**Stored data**
-=-=-
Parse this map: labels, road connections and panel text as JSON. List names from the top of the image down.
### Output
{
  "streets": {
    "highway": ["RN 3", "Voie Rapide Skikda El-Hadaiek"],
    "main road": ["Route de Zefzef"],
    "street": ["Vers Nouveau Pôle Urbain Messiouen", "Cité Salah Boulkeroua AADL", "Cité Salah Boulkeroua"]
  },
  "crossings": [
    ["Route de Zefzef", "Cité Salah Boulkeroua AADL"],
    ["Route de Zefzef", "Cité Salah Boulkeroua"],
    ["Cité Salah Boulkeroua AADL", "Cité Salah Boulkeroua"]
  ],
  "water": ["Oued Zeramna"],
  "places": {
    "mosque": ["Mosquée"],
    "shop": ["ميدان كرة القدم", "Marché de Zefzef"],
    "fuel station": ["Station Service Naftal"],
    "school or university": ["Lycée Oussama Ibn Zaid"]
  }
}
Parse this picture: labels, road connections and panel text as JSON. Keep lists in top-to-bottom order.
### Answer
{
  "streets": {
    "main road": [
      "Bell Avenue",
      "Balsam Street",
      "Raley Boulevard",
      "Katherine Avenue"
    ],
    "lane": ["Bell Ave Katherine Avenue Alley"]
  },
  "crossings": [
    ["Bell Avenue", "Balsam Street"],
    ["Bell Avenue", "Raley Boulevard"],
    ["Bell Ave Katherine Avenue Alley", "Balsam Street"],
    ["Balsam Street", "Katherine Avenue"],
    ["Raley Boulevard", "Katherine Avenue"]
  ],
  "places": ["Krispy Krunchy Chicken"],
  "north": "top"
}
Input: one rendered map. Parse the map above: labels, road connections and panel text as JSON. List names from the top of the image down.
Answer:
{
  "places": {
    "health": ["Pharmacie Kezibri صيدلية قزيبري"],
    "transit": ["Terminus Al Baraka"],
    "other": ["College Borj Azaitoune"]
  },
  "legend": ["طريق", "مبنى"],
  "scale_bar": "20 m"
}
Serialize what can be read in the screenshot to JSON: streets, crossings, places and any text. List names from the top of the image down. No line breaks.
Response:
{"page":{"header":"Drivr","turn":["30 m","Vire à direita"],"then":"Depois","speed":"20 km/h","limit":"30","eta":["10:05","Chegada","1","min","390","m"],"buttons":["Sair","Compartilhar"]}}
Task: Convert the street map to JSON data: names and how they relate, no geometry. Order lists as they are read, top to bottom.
-=-=-
**DIRECTIONS**
Return, from the data, each line that has the word "this" in it.

**ANSWER BELOW**
Parse this map: labels, road connections and panel text as JSON. List names from the top of the image down.
Parse this picture: labels, road connections and panel text as JSON. Keep lists in top-to-bottom order.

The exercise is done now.